‘Five layers of whiteness’

Bishop Boyea gets an earful from Lansing Catholic, IHM parents

A door opened at Diocese of Lansing on the morning of Martin Luther King Day.

Outside the door, over 150 people marched in freezing weather to protest the treatment of student athletes at Lansing Catholic High School who took a knee during the national anthem at sporting events.

A man emerged from the door and offered coffee to the protesters.

Protester Tashmica Torok was ready. Put that coffee on a table, and bring Bishop Earl Boyea to talk with us over it, and you’ve got a deal, she told him.

“I’m the bishop,” the man said. It was a welcome surprise for Torok and a group of student athletes and their parents.

The bishop gave an audience to four parents of students at Lansing Catholic and Immaculate Heart of Mary elementary school. One parent at the meeting, Paul Torok, spoke with Boyea about the striking diversity gap at Lansing Catholic and IHM.

There appear to be no blacks on the teaching staff at LCHS. The 2017 Cougar yearbook, “Evolve,” shows 35 teachers and eight administrators, counselors and chaplains. It’s impossible to definitively determine ethnicity by looking at a picture — nor do many people proclaim or identify with any particular group — but there are no black faces among them.

Torok said IHM has one black faculty member, a gym teacher.

The Lansing Catholic board of directors has no blacks and one person of color, Cristo Rey Community Center director Joseph Garcia.

Tom Maloney, the board’s president, did not return calls seeking comment.

At the Jan. 15 audience, Paul Torok told the bishop that pervasive lack of diversity is not an abstract issue for children of color like his son.

“My son loves his teacher, but if he’s got a problem that needs to go all the way up, that’s a problem,” Torok told Boyea. “His teacher is white. Her boss is the principal, and she’s white. Her boss is the priest, and he’s white. The superintendent is white. The bishop is white. He’s got five layers of whiteness over him.”

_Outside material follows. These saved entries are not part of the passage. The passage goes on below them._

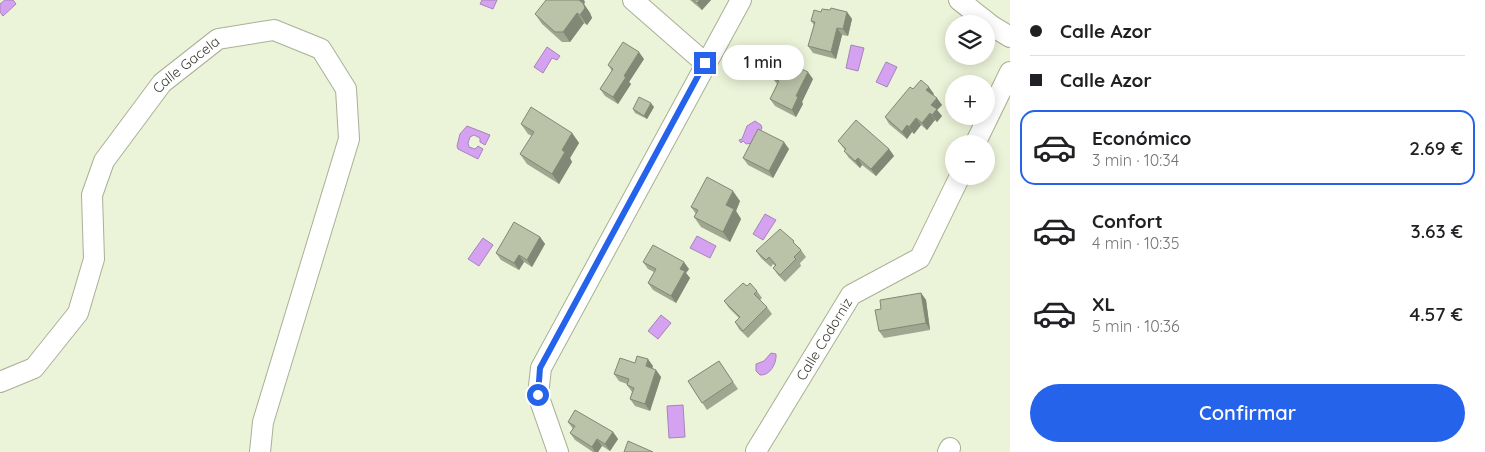 <!DOCTYPE html>
<html lang="es">
<meta charset="utf-8">
<style>
:root{--surface:#fff;--page:#f6f6f6;--text:#202124;--muted:#757577;--line:#e0e0e0;--accent:#2563eb}
body{margin:0;font-family:Quicksand,sans-serif;background:var(--page);color:var(--text);height:100vh;display:flex;flex-direction:column;font-size:19px;white-space:nowrap}
*{box-sizing:border-box;margin:0}
p{font-size:16px;color:var(--muted)}
.icon{flex:none;width:28px;height:28px;fill:none;stroke:currentColor;stroke-width:2;stroke-linecap:round;stroke-linejoin:round}
.map{position:relative;flex:1;overflow:hidden}
.side{display:flex;flex-direction:column;background:var(--surface);width:475px}
.side>*{flex:none}
.top-card{display:grid;align-content:center;height:110px;padding:0 20px;background:var(--surface)}
.tools{position:absolute;left:945px;top:15px;display:grid;gap:10px}
.tools a{display:grid;place-items:center;width:50px;height:50px;border-radius:50%;background:var(--surface);box-shadow:0 2px 12px #0003;font-size:25px}
.end{position:absolute;width:22px;height:22px;margin:-11px;border:6px solid #2563eb;background:#fff;box-shadow:0 0 0 2px #fff}
.from{border-radius:50%}
.bubble{position:absolute;height:35px;border-radius:18px;background:var(--surface);box-shadow:0 2px 12px #0003;font-size:16px;font-weight:600;line-height:35px;text-align:center}
.top-card b{display:flex;align-items:center;gap:18px;height:48px;font-size:19px}
.top-card b+b{border-top:1px solid var(--line)}
.top-card i{width:12px;height:12px;background:var(--text)}
ul{padding:0;list-style:none}
li{display:flex;align-items:center;gap:15px;height:75px;margin:0 10px 8px;padding:0 10px;border:2px solid transparent;border-radius:15px}
li div{flex:1}
li b{display:block;font-size:19px}
li em{font-style:normal;font-weight:600}
li.selected{border-color:var(--accent)}
li>.icon{width:45px;height:45px;stroke-width:1.5}
.action{display:flex;gap:10px;margin-top:auto;padding:10px 20px}
.action a{flex:1;height:58px;border-radius:30px;background:var(--accent);color:#fff;font-size:20px;font-weight:600;line-height:58px;text-align:center}
main{display:flex;flex:1;min-height:0}
.map>svg:first-child{display:block}
.water{fill:#d5a2f1;stroke:#a684b8}
.lines{fill:none;stroke-linecap:round;stroke-linejoin:round}
.minor-casing{stroke:#a9b096;stroke-width:22}
.minor{stroke:#fff;stroke-width:20}
.wall{fill:#a0a790}
.shaded-wall{fill:#828875}
.building{fill:#bac2a7;stroke:#828875}
.route{stroke:#2563eb;stroke-width:6}
.labels{text-anchor:middle;dominant-baseline:central;stroke-width:4;stroke-linejoin:round;paint-order:stroke}
.street-label{font-size:14px;fill:#3a3d32;stroke:#faffee}
</style>
<main>
<div class="map">
<svg width="1010" height="452" viewBox="0 0 1010 452">
<rect width="100%" height="100%" fill="#ebf3d8"/>
<!-- water -->
<path class="water" d="M5 0H13L16 4 3 16 0 12V4Z
M482 0H497L493 9 480 4Z
M851 45 864 48 858 71 846 68Z
M547 47 560 56 557 60 552 58 543 73 534 67Z
M886 62 897 67 887 87 876 82Z
M755 121 761 125 762 128 753 143 746 144 743 141 741 143 739 140 742 139 747 126Z
M467 126 490 135 485 145 480 142V138L474 135 470 137 468 143 469 147 475 149 478 146 483 149 478 159 458 149 457 146 460 134Z
M765 214 776 220 763 240 753 234Z
M697 236 716 246 710 258 690 248Z
M483 238 493 245 479 266 468 259Z
M661 315 671 323 658 339 648 331Z
M771 353 776 354C777 363 770 376 760 375L756 371V364L764 361Z
M683 405 685 437 669 438 667 406Z"/>
<g class="lines">
<!-- minor casing -->
<g class="minor-casing">
<g id="minor">
<path d="M633 0 705 63"/>
<path d="M959 0 992 26 1010 37"/>
<path d="M975 144 1010 72"/>
<path id="s1" d="M0 382 34 368 78 313 94 259 92 195 104 161 162 83 218 39 274 30 321 49 346 89 349 139 263 422 260 452"/>
<path id="s2" d="M756 451 851 295 920 258 960 176"/>
<path d="M558 452 538 395 541 368 741 0"/>
<path d="M948 452 950 448"/>
</g>
</g>
<!-- minor -->
<use href="#minor" class="minor"/>
</g>
<!-- wall -->
<path class="wall" d="M690 0H711L702 10Z
M585 2 584 4 590 13 592 18 587 25 584 23 570 42H562L542 24 535 14Z
M830 10 847 12 852 19 848 36 842 35 836 59 813 53 808 46 814 25 811 21Z
M644 59 629 82 631 84 618 104 605 96 600 89 612 71 608 65Z
M773 79H813L802 102 803 104 796 117 775 106 770 99 777 84Z
M913 89 934 94 933 95 942 105 937 110 942 116 937 122 935 120 927 130 921 125 914 134 912 132 907 139 889 124 885 117Z
M654 107 647 119 635 113 633 109Z
M521 124 572 133 579 143 570 158 572 162 559 184 527 164 520 154 532 136 528 134Z
M838 141 889 149 894 156 876 176 862 165 860 168 849 158 844 151 845 150Z
M789 149 773 178 748 165 743 158Z
M740 201 736 211 741 219 730 242 701 227 694 217 696 214 691 207Z
M540 237 545 244 532 267 524 262 519 270 501 260 496 253Z
M799 247 806 257 800 263 801 266 785 282 778 275 773 268 775 266 773 264 771 267 761 258 756 251Z
M643 262 689 269 686 273 690 278 676 303 653 290 648 283 654 272 648 269Z
M747 286 757 291 762 298 760 300 767 307 772 314 748 338 739 329 735 322 739 318 729 308 724 301Z
M921 293 926 300 930 330 884 338 879 331 881 309Z
M719 361 738 389 707 410 688 381Z
M635 363 653 366 652 369 656 370 661 377 650 411 635 406 630 399 632 392 627 385V384L619 381 614 374Z
M568 422 613 432 618 439 610 451 602 446 598 452H593L575 440 570 433 573 429Z"/>
<!-- shaded-wall -->
<path class="shaded-wall" d="M577 0H584L585 2 584 4 590 13 592 18 587 25 580 15Z
M700 0H711L702 10 697 3Z
M847 12 852 19 848 36 843 29Z
M577 13 584 23 570 42 563 32Z
M837 28 842 35 836 59 831 52Z
M639 52 644 59 629 82 631 84 618 104 613 97 624 76Z
M808 72 813 79 802 102 803 104 796 117 792 110 796 96Z
M929 87 934 94 931 97 926 90Z
M937 98 942 105 937 110 942 116 937 122 932 115 931 105Z
M651 103 654 107 647 119 644 116Z
M930 113 935 120 927 130 922 123Z
M916 118 921 125 914 134 909 127Z
M907 125 912 132 907 139 902 132Z
M572 133 579 143 570 158 572 162 559 184 552 174 562 150Z
M784 142 789 149 773 178 769 171Z
M889 149 894 156 876 176 871 169Z
M858 158 862 165 860 168 855 161Z
M733 191 740 201 736 211 741 219 730 242 723 232 726 205Z
M540 237 545 244 532 267 527 260Z
M519 255 524 262 519 270 514 263Z
M684 262 689 269 686 273 690 278 676 303 671 296 680 269Z
M921 293 926 300 930 330 926 323Z
M648 359 653 366 650 373 646 366Z
M656 370 661 377 650 411 645 404Z
M613 432 618 439 610 451 605 444Z
M597 439 602 446 598 452H595L592 447Z"/>
<!-- building -->
<path class="building" d="M546 0H579L583 3 585 8 580 15 577 13 563 32H555L535 14Z
M693 0H700L697 3Z
M831 8 847 12 843 29 837 28 831 52 808 46 815 22 811 21 814 10 821 12 822 9 830 10Z
M623 42 639 52 624 76 626 77 613 97 600 89 613 69 608 65Z
M783 60 808 72 796 96 798 97 792 110 770 99 779 81 773 79Z
M921 80 929 87 926 90 937 98 931 105 937 109 932 115 930 113 922 123 916 118 909 127 907 125 902 132 885 117 910 87 913 89Z
M639 97 651 103 644 116 633 109Z
M531 107 572 133 562 150 565 152 552 174 520 154 534 132 521 124Z
M856 120 889 149 871 169 858 158 855 161 844 151 846 149 838 141Z
M758 129 784 142 769 171 743 158Z
M707 177 733 191 726 205 734 209 723 232 694 217 698 210 691 207Z
M514 222 540 237 527 260 519 255 514 263 496 253Z
M780 229 794 241 793 242 801 250 794 257 796 259 780 275 773 268 776 265 769 257 766 260 756 251Z
M653 245 684 262 680 269 685 271 671 296 648 283 656 269 643 262Z
M743 283 747 286 750 283 757 291 754 294 767 307 743 331 735 322 740 317 724 301Z
M921 293 926 323 879 331 875 310 881 309 880 300Z
M637 356 648 359 646 366 656 370 645 404 630 399 634 388 627 385 629 379 614 374 620 358 635 363Z
M719 361 733 382 702 403 688 381Z
M575 410 613 432 605 444 597 439 592 447 570 433 575 426 568 422Z
M628 441 653 452H624Z"/>
<g class="lines">
<!-- route -->
<path class="route" d="M538 395 540 368 705 63"/>
</g>
<g class="labels">
<!-- street labels -->
<g class="street-label">
<text stroke="none"><textPath href="#s1" startOffset="391">Calle Gacela</textPath></text>
<text stroke="none"><textPath href="#s2" startOffset="131">Calle Codorniz</textPath></text>
</g>
</g>
</svg>
<div class="tools">
<a><svg class="icon" aria-label="layers" viewBox="0 0 24 24"><path d="M12 4l9 5-9 5-9-5zM3 14l9 5 9-5"/></svg></a>
<a>+</a>
<a>−</a>
</div>
<i class="end from" style="left:538px;top:395px"></i>
<i class="end" style="left:705px;top:63px"></i>
<div class="bubble" style="left:722px;top:45px;width:82px">1 min</div>
</div>
<section class="side">
<div class="top-card">
<b><i class="from"></i>Calle Azor</b>
<b><i></i>Calle Azor</b>
</div>
<ul>
<li class="selected"><svg class="icon" aria-label="car" viewBox="0 0 24 24"><path d="M5 17H2v-5l4-1 3-4h7l3 4 3 1v5h-3M9 17h6M6 11h13"/><circle cx="7" cy="17" r="2"/><circle cx="17" cy="17" r="2"/></svg><div><b>Económico</b><p>3 min · 10:34</p></div><em>2.69 €</em></li>
<li><svg class="icon" aria-label="car" viewBox="0 0 24 24"><path d="M5 17H2v-5l4-1 3-4h7l3 4 3 1v5h-3M9 17h6M6 11h13"/><circle cx="7" cy="17" r="2"/><circle cx="17" cy="17" r="2"/></svg><div><b>Confort</b><p>4 min · 10:35</p></div><em>3.63 €</em></li>
<li><svg class="icon" aria-label="car" viewBox="0 0 24 24"><path d="M5 17H2v-5l4-1 3-4h7l3 4 3 1v5h-3M9 17h6M6 11h13"/><circle cx="7" cy="17" r="2"/><circle cx="17" cy="17" r="2"/></svg><div><b>XL</b><p>5 min · 10:36</p></div><em>4.57 €</em></li>
</ul>
<div class="action"><a>Confirmar</a></div>
</section>
</main>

Torok was pleased with the meeting, but disappointed at the circumstances that he brought it about.

“We’ve sent emails for two months and didn’t get a meeting until we showed up with 150 people and a bunch of signs,” he said.

Boyea met with the group for about an hour and a half. The superintendent of school for the diocese, Sean Costello, was also present.

Lansing Diocese spokesman Michael Diebold confirmed that the meeting took place and that four parents were present, but he declined to describe it further. Paul and Tashmica Torok said the bishop gave them a sympathetic hearing.

“We talked and he listened,” Paul Torok, said. “I felt the bishop was genuine in hearing our concerns.”

The parents want the schools to end the threat of punishment, from benching of athletes to suspension from school and possible expulsion, for taking a knee during

the anthem or the Pledge.

They told of racist incidents involving the use of racial slurs and the taunting and shunning of their children who protested.

Boyea mostly listened, but he said the “sin of racism” needed to be addressed. The bishop told the group he would never experience racism the way they had, he asked them to keep their children in school.

“He seemed moved by the stories we shared,” Paul Torok said.

“We’ve been struggling to have a conversation that is not about them explaining rules to us or telling us that we’re wrong,” Tashmica Torok said. “I asked that he step in and be our advocate.”

The parents of the protesting students agreed weeks ago that they would no longer meet with diocese officials separately, fearing a “divide and conquer” approach.

Torok said his son is putting up a brave front, but the blowback from his taking a knee at IHM is giving them both a tough education.

“I’m white, and he’s opened my eyes up to how different his experience is from mine,” Torok said. “You have somebody that is trying to live out this Catholic social teaching of not standing down in the face of injustice and they’re trying to discourage him from doing that.”

For the first time in its history, LCHS took a holiday on MLK Day, setting aside the day for what Diebold called “diversity and sensitivity” training. IHM held classes as usual on the MLK holiday.

Both schools have found a way to put the student protests on hold. The national anthem was not played at the Lansing Catholic basketball game Jan. 12. (Kabbash Richards, the Lansing Catholic player who took a knee at the Williamston game Dec. 8, was benched anyway.) The morning Pledge of Allegiance has been suspended at Immaculate Heart of Mary.

Among themselves, the group of parents call the no-anthem, no-pledge strategy “draining the pool,” in reference to a Las Vegas hotel that sidestepped conflict by draining its segregated pool when African- American singer Dorothy Dandridge stayed there.

Paul and Tashmica Torok hope the schools will restore the anthem and pledge as opportunities for the protesting students to express patriotism — one of the Catholic virtues stressed at Lansing Catholic and IHM — in their own way.

“It’s just the start of communication, but it really felt successful to me,” Paul Torok. “That picketing provided us an opportunity to tell our side of the story. We’re putting our trust in his sincerity and we will see how they respond.”